Improvement set to continue in second half
China's 1 percent year-on-year export growth in the first half of 2015 has been a valuable achievement, Shen Danyang, spokesman for China's Ministry of Commerce (MOFCOM), said at a media briefing on Tuesday.
Exports reached $1.07 trillion in the first six months of this year, while imports in the same period dropped 15.5 percent year-on-year to $808.8 billion, according to a press release from MOFCOM.
China has seen higher export growth than other major economies, Shen said, citing data from the WTO showing that the US, South Korea, South Africa and Brazil all reported year-on-year export declines in the first five months of 2015.
Faced with economic difficulties, in both domestic and overseas markets, China's exports have been under pressure since the second half of last year. But there has been an improvement since May, particularly in June, Xu Hongcai, director of the Economic Research Department at the China Center for International Economic Exchanges, told the Global Times on Tuesday.
China's General Administration of Customs said on July 13 that exports rose 2.8 percent in June year-on-year.
The sluggish global economy has resulted in weak demand in overseas markets, according to Shen.
Also, while the exchange rate between the yuan and the US dollar has remained stable this year, some other currencies, including the Japanese yen and the euro, have depreciated against the dollar, leaving Chinese goods less competitive in terms of prices, Shen noted.
Other factors putting pressure on exports include China's increasing labor costs and higher standards for environmental protection at manufacturing enterprises, Xu said.

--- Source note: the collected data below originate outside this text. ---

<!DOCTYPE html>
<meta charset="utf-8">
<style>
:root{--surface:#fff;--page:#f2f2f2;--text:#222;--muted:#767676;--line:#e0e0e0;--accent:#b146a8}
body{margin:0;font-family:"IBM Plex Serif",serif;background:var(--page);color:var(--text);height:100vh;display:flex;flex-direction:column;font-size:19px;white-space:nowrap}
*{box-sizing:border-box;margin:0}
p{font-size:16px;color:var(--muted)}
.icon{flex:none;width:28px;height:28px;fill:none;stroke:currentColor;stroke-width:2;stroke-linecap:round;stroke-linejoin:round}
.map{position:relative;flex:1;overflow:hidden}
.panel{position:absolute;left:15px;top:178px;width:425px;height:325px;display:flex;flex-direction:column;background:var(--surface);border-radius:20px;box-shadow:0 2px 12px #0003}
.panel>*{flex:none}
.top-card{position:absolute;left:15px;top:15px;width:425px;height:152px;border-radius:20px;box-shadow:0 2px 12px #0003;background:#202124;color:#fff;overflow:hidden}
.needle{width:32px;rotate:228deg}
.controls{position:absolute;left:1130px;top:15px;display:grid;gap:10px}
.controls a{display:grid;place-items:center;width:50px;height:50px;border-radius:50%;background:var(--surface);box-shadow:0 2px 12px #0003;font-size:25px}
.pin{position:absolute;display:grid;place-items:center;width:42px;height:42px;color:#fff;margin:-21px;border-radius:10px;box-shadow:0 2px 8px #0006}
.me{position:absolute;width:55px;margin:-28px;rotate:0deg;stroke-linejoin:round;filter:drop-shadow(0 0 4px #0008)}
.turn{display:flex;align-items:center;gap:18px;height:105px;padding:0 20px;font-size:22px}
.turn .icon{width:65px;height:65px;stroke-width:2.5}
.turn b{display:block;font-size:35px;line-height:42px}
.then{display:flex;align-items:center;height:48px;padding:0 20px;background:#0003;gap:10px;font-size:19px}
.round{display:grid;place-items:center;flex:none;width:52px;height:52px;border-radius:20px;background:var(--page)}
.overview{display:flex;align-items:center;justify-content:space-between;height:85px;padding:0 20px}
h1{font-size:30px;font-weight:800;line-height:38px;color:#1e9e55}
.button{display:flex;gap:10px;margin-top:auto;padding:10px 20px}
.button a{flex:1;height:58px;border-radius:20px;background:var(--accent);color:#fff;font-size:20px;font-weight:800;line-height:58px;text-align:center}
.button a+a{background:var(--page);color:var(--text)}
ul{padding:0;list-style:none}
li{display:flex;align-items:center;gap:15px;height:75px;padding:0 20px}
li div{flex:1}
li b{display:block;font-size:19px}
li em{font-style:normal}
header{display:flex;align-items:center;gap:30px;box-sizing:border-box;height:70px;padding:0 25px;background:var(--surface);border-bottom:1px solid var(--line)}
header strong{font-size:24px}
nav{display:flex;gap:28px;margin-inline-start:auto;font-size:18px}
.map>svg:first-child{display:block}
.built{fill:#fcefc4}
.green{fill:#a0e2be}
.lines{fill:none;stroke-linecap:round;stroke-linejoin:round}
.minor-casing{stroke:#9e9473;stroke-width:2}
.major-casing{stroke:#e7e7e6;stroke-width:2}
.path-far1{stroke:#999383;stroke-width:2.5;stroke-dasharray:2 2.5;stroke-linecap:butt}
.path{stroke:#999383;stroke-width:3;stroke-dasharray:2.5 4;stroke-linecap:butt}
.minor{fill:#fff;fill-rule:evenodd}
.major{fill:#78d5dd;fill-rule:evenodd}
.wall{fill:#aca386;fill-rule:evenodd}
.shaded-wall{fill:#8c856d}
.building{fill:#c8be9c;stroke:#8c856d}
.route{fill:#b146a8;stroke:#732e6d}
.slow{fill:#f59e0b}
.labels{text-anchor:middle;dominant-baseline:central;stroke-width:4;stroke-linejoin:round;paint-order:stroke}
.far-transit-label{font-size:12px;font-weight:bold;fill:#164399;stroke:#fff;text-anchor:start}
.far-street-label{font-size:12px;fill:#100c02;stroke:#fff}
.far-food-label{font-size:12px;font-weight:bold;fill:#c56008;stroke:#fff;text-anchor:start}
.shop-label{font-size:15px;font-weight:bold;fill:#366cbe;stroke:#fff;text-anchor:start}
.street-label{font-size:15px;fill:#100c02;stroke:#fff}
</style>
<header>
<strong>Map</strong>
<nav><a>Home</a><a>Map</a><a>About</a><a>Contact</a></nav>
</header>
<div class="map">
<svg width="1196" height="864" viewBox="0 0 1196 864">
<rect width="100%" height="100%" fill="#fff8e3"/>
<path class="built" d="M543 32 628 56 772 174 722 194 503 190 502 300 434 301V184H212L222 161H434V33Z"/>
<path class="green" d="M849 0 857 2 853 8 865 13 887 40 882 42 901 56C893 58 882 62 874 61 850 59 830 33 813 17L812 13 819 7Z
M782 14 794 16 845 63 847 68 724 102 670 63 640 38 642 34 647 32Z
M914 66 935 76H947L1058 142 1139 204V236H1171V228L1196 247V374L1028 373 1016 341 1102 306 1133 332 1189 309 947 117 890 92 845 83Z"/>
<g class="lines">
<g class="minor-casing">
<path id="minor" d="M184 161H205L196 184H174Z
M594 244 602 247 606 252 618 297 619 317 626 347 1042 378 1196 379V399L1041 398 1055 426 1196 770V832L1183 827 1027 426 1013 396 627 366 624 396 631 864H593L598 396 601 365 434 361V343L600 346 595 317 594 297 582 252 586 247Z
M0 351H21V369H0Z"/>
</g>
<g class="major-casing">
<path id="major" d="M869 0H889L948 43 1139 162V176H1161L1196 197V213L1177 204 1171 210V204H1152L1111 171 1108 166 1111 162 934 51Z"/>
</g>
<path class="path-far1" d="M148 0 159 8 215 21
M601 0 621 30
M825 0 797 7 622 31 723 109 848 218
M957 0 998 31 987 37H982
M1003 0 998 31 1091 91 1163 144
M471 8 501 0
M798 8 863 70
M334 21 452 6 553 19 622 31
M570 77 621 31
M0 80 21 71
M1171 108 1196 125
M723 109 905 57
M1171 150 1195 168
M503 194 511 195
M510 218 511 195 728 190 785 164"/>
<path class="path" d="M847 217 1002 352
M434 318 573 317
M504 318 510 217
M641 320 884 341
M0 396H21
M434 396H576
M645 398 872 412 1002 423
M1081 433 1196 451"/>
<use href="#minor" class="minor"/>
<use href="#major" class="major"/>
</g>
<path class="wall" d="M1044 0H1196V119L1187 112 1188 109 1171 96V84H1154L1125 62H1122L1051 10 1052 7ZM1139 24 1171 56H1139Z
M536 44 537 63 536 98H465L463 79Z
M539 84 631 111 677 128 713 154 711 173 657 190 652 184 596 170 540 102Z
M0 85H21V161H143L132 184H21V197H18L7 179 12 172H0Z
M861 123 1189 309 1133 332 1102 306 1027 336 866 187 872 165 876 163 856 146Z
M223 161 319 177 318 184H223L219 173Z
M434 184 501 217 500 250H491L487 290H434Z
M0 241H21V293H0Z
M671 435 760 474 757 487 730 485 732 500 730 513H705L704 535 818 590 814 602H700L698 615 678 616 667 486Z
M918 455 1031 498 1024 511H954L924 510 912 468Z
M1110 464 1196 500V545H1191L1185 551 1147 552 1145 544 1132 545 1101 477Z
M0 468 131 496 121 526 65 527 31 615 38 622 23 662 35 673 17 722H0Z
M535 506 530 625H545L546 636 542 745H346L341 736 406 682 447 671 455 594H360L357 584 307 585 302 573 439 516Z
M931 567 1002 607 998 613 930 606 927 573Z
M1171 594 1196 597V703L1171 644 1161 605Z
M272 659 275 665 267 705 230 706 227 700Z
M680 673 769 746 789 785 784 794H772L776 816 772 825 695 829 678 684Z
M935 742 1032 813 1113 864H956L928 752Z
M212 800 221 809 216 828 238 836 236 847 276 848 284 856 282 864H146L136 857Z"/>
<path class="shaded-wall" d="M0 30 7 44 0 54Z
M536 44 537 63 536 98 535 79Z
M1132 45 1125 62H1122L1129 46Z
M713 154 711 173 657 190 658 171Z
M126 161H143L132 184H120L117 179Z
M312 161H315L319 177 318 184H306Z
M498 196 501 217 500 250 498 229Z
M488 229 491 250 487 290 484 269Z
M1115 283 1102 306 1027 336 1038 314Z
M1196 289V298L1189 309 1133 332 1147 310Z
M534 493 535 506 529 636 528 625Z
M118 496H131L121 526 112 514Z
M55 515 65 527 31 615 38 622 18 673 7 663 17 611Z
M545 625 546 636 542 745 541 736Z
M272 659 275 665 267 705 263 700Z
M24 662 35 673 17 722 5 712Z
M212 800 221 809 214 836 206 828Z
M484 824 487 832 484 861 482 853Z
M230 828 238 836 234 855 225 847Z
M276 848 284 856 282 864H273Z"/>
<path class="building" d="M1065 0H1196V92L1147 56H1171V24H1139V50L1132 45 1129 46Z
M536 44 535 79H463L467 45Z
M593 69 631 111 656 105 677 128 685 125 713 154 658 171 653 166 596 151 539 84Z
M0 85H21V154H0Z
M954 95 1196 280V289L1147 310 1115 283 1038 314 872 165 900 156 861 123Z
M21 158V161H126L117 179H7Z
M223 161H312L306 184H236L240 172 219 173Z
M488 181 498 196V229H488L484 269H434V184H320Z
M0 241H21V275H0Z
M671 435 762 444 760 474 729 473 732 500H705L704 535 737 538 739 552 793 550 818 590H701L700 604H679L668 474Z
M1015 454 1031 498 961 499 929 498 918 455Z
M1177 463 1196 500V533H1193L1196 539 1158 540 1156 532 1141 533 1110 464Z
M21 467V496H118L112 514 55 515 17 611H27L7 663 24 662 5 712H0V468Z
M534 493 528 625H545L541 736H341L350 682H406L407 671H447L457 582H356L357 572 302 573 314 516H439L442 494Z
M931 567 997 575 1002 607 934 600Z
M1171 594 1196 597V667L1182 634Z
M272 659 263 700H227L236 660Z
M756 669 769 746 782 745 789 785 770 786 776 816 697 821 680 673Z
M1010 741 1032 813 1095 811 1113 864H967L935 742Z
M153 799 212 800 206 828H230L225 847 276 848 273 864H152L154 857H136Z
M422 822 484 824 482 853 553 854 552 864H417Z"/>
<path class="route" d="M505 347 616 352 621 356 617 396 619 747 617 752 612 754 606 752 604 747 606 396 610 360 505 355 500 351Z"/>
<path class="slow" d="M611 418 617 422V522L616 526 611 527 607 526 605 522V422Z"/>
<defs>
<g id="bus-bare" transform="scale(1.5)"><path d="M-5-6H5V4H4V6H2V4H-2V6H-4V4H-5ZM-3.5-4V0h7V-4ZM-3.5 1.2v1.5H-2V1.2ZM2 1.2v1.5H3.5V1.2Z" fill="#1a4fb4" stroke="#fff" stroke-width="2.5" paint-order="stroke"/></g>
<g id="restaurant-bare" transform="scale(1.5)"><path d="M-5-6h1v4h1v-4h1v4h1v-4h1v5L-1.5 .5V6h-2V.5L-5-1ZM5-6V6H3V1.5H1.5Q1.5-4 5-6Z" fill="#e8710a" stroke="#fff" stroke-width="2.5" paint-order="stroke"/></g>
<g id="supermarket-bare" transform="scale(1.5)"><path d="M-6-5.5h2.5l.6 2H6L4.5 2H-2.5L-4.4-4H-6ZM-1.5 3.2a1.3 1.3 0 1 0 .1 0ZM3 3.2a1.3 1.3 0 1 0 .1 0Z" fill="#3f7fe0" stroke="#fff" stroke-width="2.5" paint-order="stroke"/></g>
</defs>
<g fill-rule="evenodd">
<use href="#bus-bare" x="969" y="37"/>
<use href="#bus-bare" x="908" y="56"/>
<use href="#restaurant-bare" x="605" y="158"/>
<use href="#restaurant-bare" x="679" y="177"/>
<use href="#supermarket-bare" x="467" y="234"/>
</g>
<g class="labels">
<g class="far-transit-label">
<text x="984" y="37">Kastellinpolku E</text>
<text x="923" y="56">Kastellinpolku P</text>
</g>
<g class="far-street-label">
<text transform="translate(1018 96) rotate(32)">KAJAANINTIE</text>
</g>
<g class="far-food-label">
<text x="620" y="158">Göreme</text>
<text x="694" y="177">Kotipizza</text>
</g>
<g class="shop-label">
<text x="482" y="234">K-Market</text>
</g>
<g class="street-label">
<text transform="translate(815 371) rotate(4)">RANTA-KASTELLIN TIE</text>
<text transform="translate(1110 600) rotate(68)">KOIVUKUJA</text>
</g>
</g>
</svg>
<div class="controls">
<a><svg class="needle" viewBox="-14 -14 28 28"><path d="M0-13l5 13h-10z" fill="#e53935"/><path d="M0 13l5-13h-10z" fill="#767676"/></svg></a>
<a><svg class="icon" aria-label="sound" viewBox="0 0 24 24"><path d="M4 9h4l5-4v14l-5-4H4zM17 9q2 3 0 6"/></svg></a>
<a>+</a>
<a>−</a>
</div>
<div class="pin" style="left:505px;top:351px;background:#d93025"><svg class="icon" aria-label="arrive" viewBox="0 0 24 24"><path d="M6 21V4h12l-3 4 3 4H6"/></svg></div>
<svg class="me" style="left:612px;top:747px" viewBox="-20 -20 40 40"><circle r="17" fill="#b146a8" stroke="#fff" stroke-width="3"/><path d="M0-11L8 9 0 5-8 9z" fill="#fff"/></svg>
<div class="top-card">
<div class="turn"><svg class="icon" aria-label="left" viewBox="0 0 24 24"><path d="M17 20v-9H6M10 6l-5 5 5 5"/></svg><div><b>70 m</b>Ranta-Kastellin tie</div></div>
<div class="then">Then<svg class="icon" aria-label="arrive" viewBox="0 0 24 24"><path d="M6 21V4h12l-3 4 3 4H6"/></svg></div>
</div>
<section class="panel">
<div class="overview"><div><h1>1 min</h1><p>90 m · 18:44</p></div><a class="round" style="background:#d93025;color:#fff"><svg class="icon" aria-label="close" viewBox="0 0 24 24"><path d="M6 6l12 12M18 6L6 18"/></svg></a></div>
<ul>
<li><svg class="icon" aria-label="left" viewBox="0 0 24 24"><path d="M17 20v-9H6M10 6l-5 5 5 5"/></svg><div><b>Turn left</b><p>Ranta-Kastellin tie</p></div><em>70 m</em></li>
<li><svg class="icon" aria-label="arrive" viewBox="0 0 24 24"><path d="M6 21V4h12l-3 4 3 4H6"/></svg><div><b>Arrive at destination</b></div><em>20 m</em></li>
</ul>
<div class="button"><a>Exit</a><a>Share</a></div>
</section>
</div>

In addition to the export growth, China's export quality and structure have improved so far this year, Shen said, noting that mechanical and electrical product exports as well as exports from private enterprises have seen robust growth.
He also predicted that China will see better exports data in the second half of 2015 because of the gradual recovery in the global economy, especially in the US.
Liu Xuezhi, an analyst at Bank of Communications in Shanghai, told the Global Times Tuesday that free trade zones in China and new free trade agreements will also encourage trade growth.
In addition to the China (Shanghai) Pilot Free Trade Zone, which was established in 2013, China also launched three new free trade zones in April, in North China's Tianjin, South China's Guangdong Province and East China's Fujian Province.
China also signed free trade agreements with South Korea on June 1 and with Australia on June 16.
Moreover, China's "One Belt, One Road" initiative will encourage outbound investment and exports to related countries, Xu noted.
Growth of exports to countries and regions along the route of the "One Belt, One Road" initiative is higher than average export growth, Shen said, noting that the rise in China's exports to India, Thailand and Vietnam in the first half surpassed 10 percent year-on-year.
To further support exports, China will continue to launch new policies, including facilitating customs clearance, providing assistance to high-tech goods exports, and offering tax benefits, according to Liu.
The State Council's standing committee has also approved a proposal for supporting import and export growth drafted by MOFCOM, Shen said, noting that the new proposal aims to simplify trade procedures and reduce the tax burden for enterprises.